At the Microsoft TechEd conference this week in New Orleans, Anderson will announce the pending releases of Windows Server 2012 R2, System Center 2012 R2, Visual Studio 2013 and SQL Server 2014, as well as an update of Microsoft's Intune computer management service. Each of these products will be available in preview form later this month, and all will be available as commercial releases by the end of the year, except for SQL Server 2014, which will be released early in 2014.

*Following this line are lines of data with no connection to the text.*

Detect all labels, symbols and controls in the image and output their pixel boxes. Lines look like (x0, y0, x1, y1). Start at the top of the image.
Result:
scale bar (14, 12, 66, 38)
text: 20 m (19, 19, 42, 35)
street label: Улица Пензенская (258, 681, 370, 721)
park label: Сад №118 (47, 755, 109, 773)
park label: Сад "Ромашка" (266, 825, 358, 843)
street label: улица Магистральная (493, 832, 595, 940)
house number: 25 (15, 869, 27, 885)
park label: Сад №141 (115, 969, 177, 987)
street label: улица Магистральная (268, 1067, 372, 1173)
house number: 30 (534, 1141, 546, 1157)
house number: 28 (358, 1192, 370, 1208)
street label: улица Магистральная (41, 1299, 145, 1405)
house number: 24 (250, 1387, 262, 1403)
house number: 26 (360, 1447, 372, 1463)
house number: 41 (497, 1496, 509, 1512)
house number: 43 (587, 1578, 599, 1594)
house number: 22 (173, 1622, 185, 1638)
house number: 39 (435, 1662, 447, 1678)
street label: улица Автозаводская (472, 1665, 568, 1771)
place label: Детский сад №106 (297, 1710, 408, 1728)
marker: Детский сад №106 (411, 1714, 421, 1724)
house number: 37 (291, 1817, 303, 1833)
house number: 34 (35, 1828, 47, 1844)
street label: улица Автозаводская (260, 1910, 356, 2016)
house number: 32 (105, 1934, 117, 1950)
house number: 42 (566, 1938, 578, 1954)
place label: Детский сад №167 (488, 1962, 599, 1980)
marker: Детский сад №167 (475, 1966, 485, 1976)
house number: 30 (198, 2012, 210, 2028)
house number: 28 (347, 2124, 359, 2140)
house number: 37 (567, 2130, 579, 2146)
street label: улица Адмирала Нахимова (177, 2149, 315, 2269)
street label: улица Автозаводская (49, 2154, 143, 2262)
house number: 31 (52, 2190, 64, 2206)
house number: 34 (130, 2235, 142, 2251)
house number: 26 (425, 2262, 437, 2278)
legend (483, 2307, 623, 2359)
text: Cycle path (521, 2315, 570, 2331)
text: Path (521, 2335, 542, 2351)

All these releases share a familiar theme: They all work with Azure, or Azure-like cloud services from Microsoft partners, streamlining the process for organizations to shift their workloads between their own data centers and cloud services. Using these latest releases, organizations can back up their in-house Windows Server applications or SQL Server databases in Azure. Or they could use Azure for failover operations, where the cloud service could take over operations should the primary data-center servers fail for some reason, Anderson said in an interview before the conference opened.
"We have focused on enabling organizations to embrace the hybrid cloud, breaking down the barriers to seamlessly stretch your data center out to a service provider, or out to Azure," Anderson said. "Rather than purchasing licenses from other vendors, you can now take advantage of what is in SQL Server and Windows Server to get these capabilities, which are covered in your existing licenses."
The Windows Server 2012 R2 update will provide capabilities to copy applications and data on the server to Microsoft Azure, or to other service providers' Azure implementations. The OS will also facilitate a way to replicate Hyper-V virtual machines on Azure. Also helping with cloud deployments is Windows Server 2012 R2's new capabilities in storage tiering, which allows administrators to establish different levels of storage. This feature could be handy in using storage more cost-effectively, by providing an easy way to store the most essential data on the fastest storage devices, while squirrelling away the less consulted data on less expensive disks.
Microsoft is also updating its System Center IT management software for Azure use. The new version will allow organizations to establish policies for running Windows Server and Hyper-V virtual machines both in the cloud and on premises. Organizations can use the software to set their policies for backing up and conducting failover operations on large numbers of servers.